İşte bölgeyi avucunun içi gibi bilen Güneydoğu sorumlumuz Mahmut Oral’la Ortasu’dayız. Bizi karşılayıp, geniş bir odaya alıyorlar. Gencecik iki kadın, gözyaşlarını yemenileriyle silip, usulca “hoş geldiniz” diyorlar, erkekler gözyaşlarını göstermek istemiyorlar ya da gözyaşları dondu.
Söze önce Muhtar Mehmet Bey başlıyor. “Bizim buralarda yıllardan beri kaçağa çıkılır ve Gülyazı’daki tugayın komutanından erlere kadar herkes bunu bilir. (Yazarın notu: Bir tugay 3 alaydan oluşuyor, her alayda 3000 asker var.) Ayrıca kaçak yolu, yani sınıra sıfır bölge tepedeki kulelerden açık açık görünür, yani insansız uçaklara gerek yoktur. O yoldan bir gün önce de 150 katır geçti, ertesi gün kırk katırla bizimkiler yola çıktı. 5.30 gibi yoldaydılar, güle oynaya gittiler; anneleriyle babalarıyla helalleştiler. Cep telefonları açıktı.
Muhtar sözlerine devam ederken, kapı açılıyor ve yirmilerindeki Davut Encü odaya giriyor, Muhtar “Bundan sonrasını o anlatsın” diyor, “katliamdan kurtulan üç kişiden biri o”.
Davut sözü alıyor: “Köyden yola çıktık, iki kilometre sonra Irak’a geçtik, bir süre malları bekledik, sonra mallar geldi, biz oralarda yaşayan herkesi tanırız, çoğu akrabamız olur, oralarda daha ucuz olduğu için mazot, benzin, sigara, cep telefonu, bir de şeker çok alırız. O gün de öyle oldu, mallarımızı katırlara yükledik, yemek yedik, sekiz gibi yola koyulduk, bir saat sonra sınıra geldiğimizde daha önce açık olan üç yolun askerler tarafından tutulduğunu gördük. 15’lik üç grup halinde yürüyorduk.
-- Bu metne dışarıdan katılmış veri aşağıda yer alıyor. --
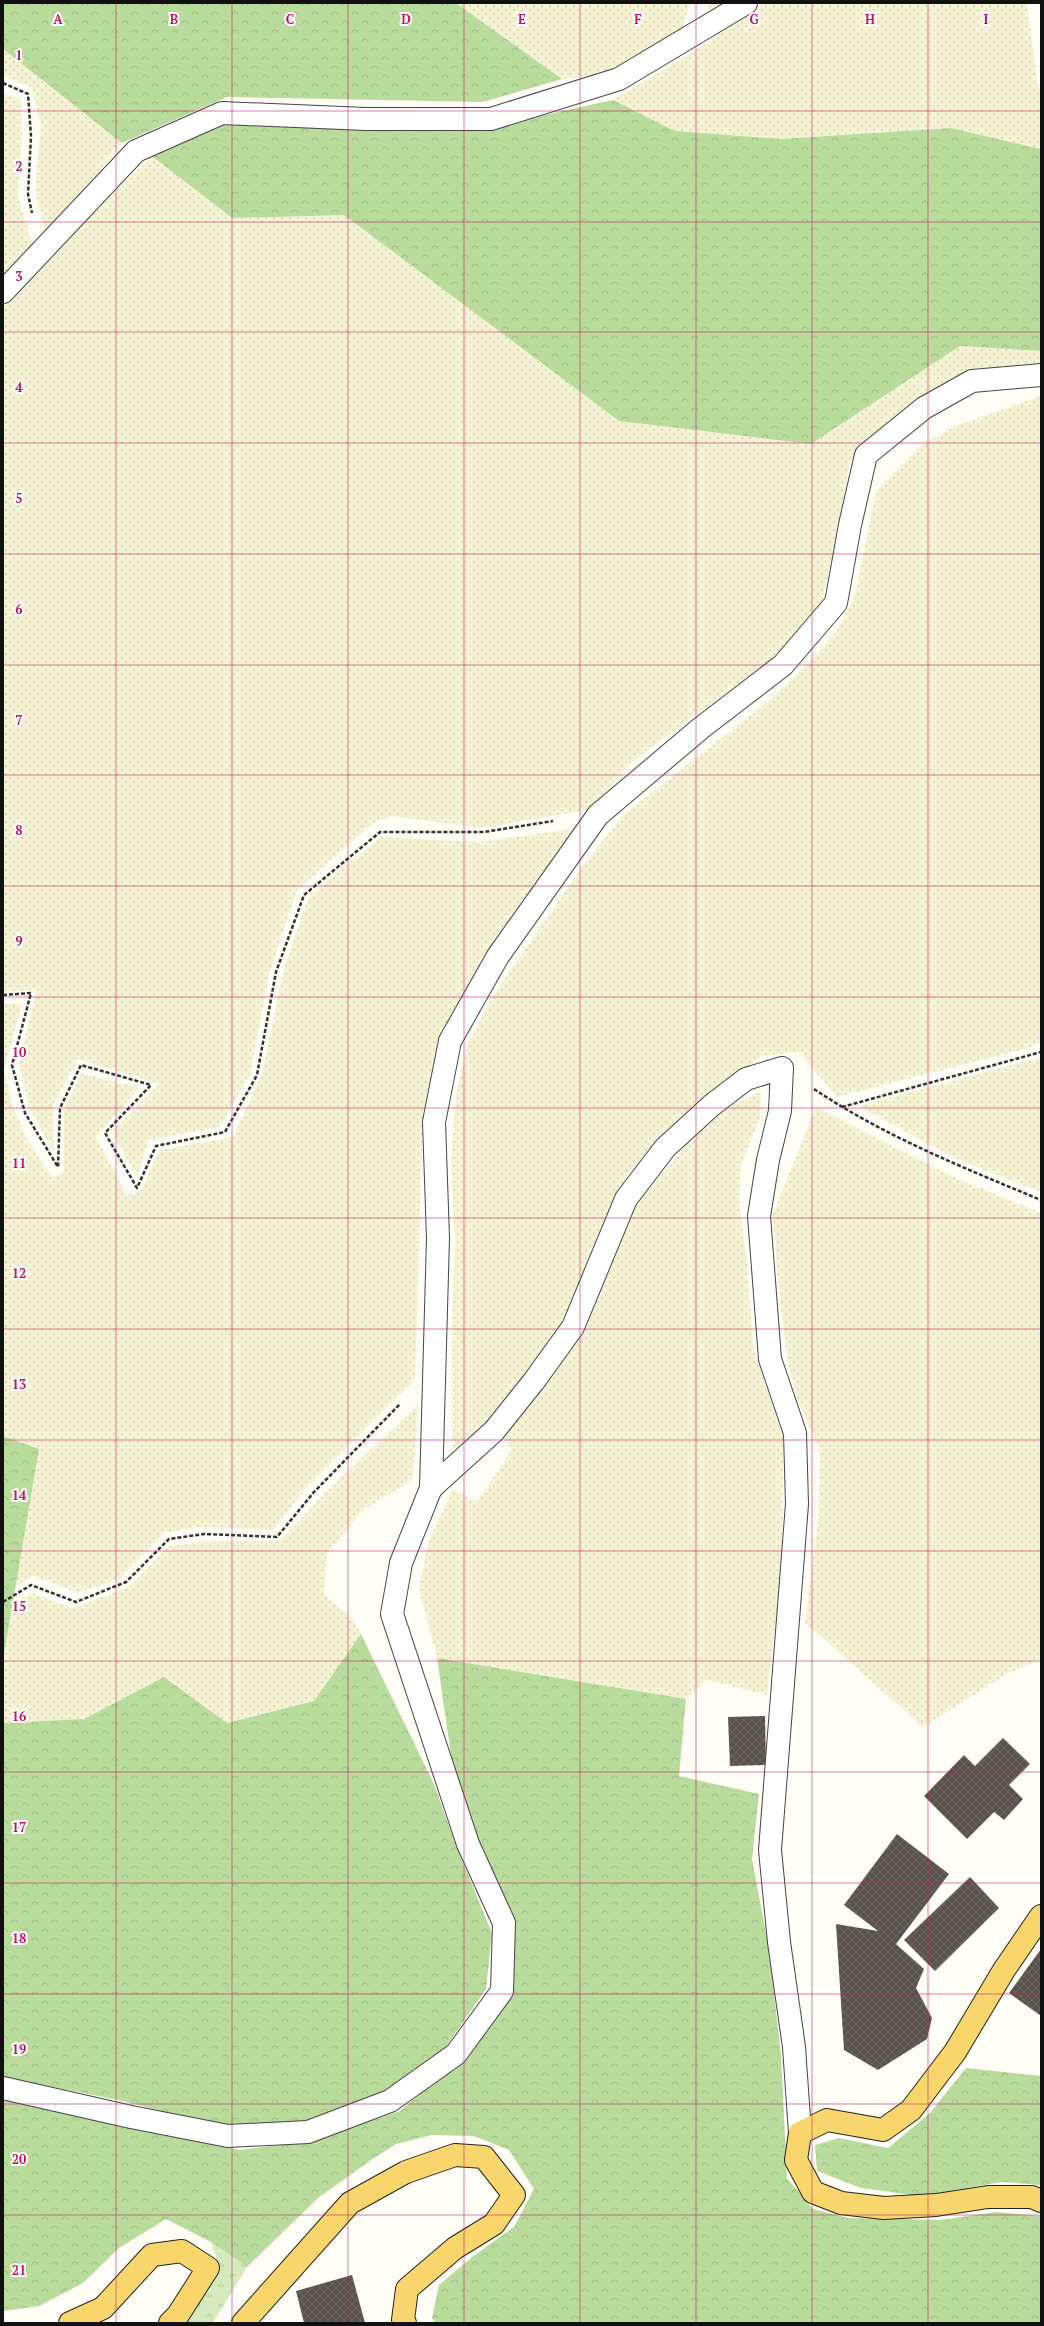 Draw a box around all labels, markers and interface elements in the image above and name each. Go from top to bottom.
text: A [53,10,63,28]
text: B [170,10,178,28]
text: C [286,10,294,28]
text: D [401,10,411,28]
text: E [518,10,526,28]
text: F [634,10,642,28]
text: G [749,10,759,28]
text: H [865,10,875,28]
text: I [984,10,989,28]
text: 1 [15,46,23,64]
text: 2 [15,157,23,175]
text: 3 [15,267,23,285]
text: 4 [15,378,23,396]
text: 5 [15,489,23,507]
text: 6 [15,600,23,618]
text: 7 [15,711,23,729]
text: 8 [15,821,23,839]
text: 9 [15,932,23,950]
text: 10 [12,1043,27,1061]
text: 11 [12,1154,26,1172]
text: 12 [12,1264,26,1282]
text: 13 [12,1375,26,1393]
text: 14 [12,1486,27,1504]
text: 15 [12,1597,26,1615]
text: 16 [12,1707,26,1725]
text: 17 [12,1818,26,1836]
text: 18 [12,1929,26,1947]
text: 19 [12,2040,26,2058]
text: 20 [12,2150,27,2168]
text: 21 [12,2261,26,2279]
Baştaki grup biz arkadakileri telefonla uyardı. Durduk. Birden havan topu atışı başladı, bunun üstüne köydekilere telefon ettik.”
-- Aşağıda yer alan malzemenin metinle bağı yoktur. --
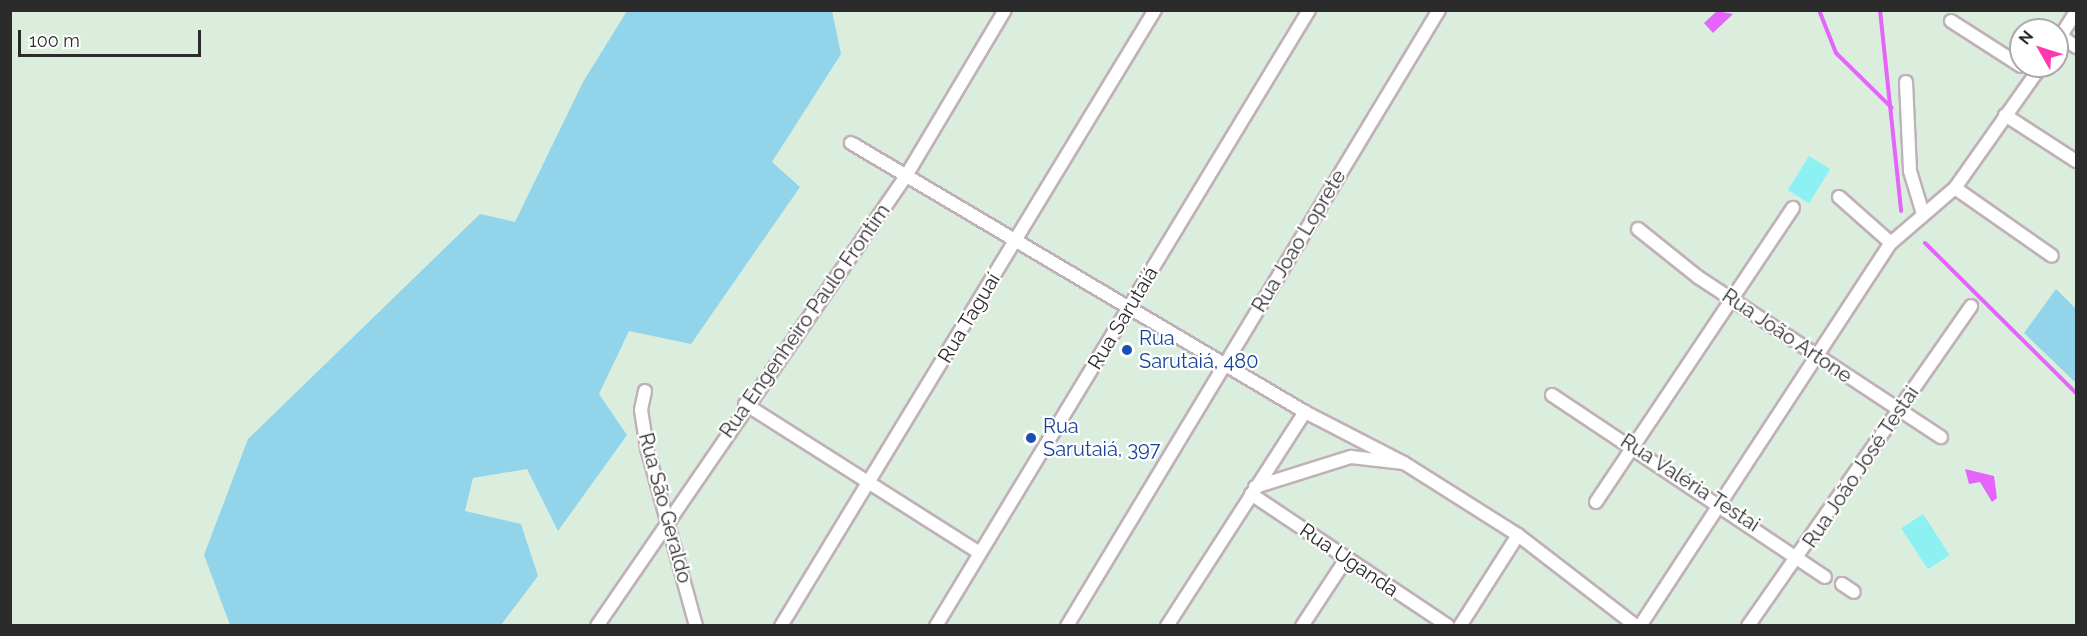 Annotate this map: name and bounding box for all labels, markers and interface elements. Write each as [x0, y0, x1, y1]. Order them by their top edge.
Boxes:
scale bar [21, 18, 204, 56]
north arrow [2009, 18, 2069, 78]
text: N [2015, 27, 2037, 48]
text: 100 m [29, 30, 80, 51]
street label: Rua Joao Loprete [1247, 165, 1351, 317]
street label: Rua Engenheiro Paulo Frontim [715, 199, 895, 443]
street label: Rua Sarutaiá [1083, 262, 1163, 374]
street label: Rua Taguaí [933, 268, 1005, 368]
street label: Rua João Artone [1717, 283, 1857, 389]
place label: Rua Sarutaiá, 480 [1139, 326, 1258, 373]
marker: Rua Sarutaiá, 480 [1120, 343, 1134, 357]
street label: Rua João José Testai [1798, 381, 1924, 553]
place label: Rua Sarutaiá, 397 [1043, 414, 1160, 461]
street label: Rua Valéria Testai [1615, 429, 1765, 537]
street label: Rua São Geraldo [633, 430, 697, 586]
marker: Rua Sarutaiá, 397 [1024, 431, 1038, 445]
street label: Rua Uganda [1295, 518, 1403, 602]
Sözü burada Muhtar alıyor: “Ben korucuyum, hemen tugay komutanına telefon ettim. ‘Komutanım geçenler bizim çocuklar’ dedim. ‘Biliyorum’ diye cevapladı, bunu Şırnak’a da bildirdim.”
Davut devam ediyor: “Havan topu ateşi kesildi. Biz bekliyoruz, askerler yolu açsın diye, birden büyük bir patlama oldu, bir ses ve ışık ortalığı kapladı, öndekilerin hepsi ölmüştü. Bize F16’lardan bomba atılmıştı. Durduk, arkadaşlarımızın çığlıkları ve can çekişme sesleri geliyordu, cep telefonlarıyla köyü aradık, ‘üstümüze bomba atılıyor’ diye feryat ettik. Kayaların altına doğru kaçtık, birden ikinci bir bomba daha geldi, ardından üçüncü bomba. Bu bombanın patlamasıyla ben şans eseri dereye düştüm, öylece kurtuldum. Bizim gruptaki arkadaşlarımız korunmak için katırların atına yatmışlardı, bu nedenle katırların organlarıyla arkadaşlarım organları bir arada öleyazdı.”
Bir hıçkırık sesi, Davut’un anlattıklarını bölüyor, 13 yaşında ölen Erkan’ın annesi Felek, ellerini bize doğru uzatıyor: “Ben Erkan’ımı bu ellerle bir katırın altından çıkardım. Sadece gövdesini gördüm, başı bir başka yerdeydi, onu aradım!”
Felek bir çığlık atıyor ve herkes başı önünde susuyor. Kuzenleri, ağabeyi ölmüş Derviş Encü söze giriyor: “Biz fırlayıp olay yerine ulaştığımızda gördük ki, el fenerleri hâlâ yanıyor, ölülerimizin parmakları fenerin üstünde donup kalmış, yani çaresizce biz PKK değiliz diye işaret vermeye çalışmışlar.”
Davut, “Bir şey daha var” diyor, “bombalardan sonra ortalık sessizleşti. Askerler yoldan çekilmişlerdi, yol açıktı”.
Derviş Encü devam ediyor: “Biz köycek olay yerine doğru yola çıktık, kadınlar erkekler olay yerine geldiğimizde sekiz kişi yaşıyordu, ambulanslara telefon ettik, bize hep ambulanslar yola çıktı diyorlardı ama ambulanslar yoktu. O sekiz kişi kan kaybından, donarak öldü, ambulanslar sabaha karşı altı gibi bölgeye gelmeye başladılar. Nerede kaldınız deyince, ‘biz çok önceden yola çıktık ama askerler bizi bırakmadı’ dediler.”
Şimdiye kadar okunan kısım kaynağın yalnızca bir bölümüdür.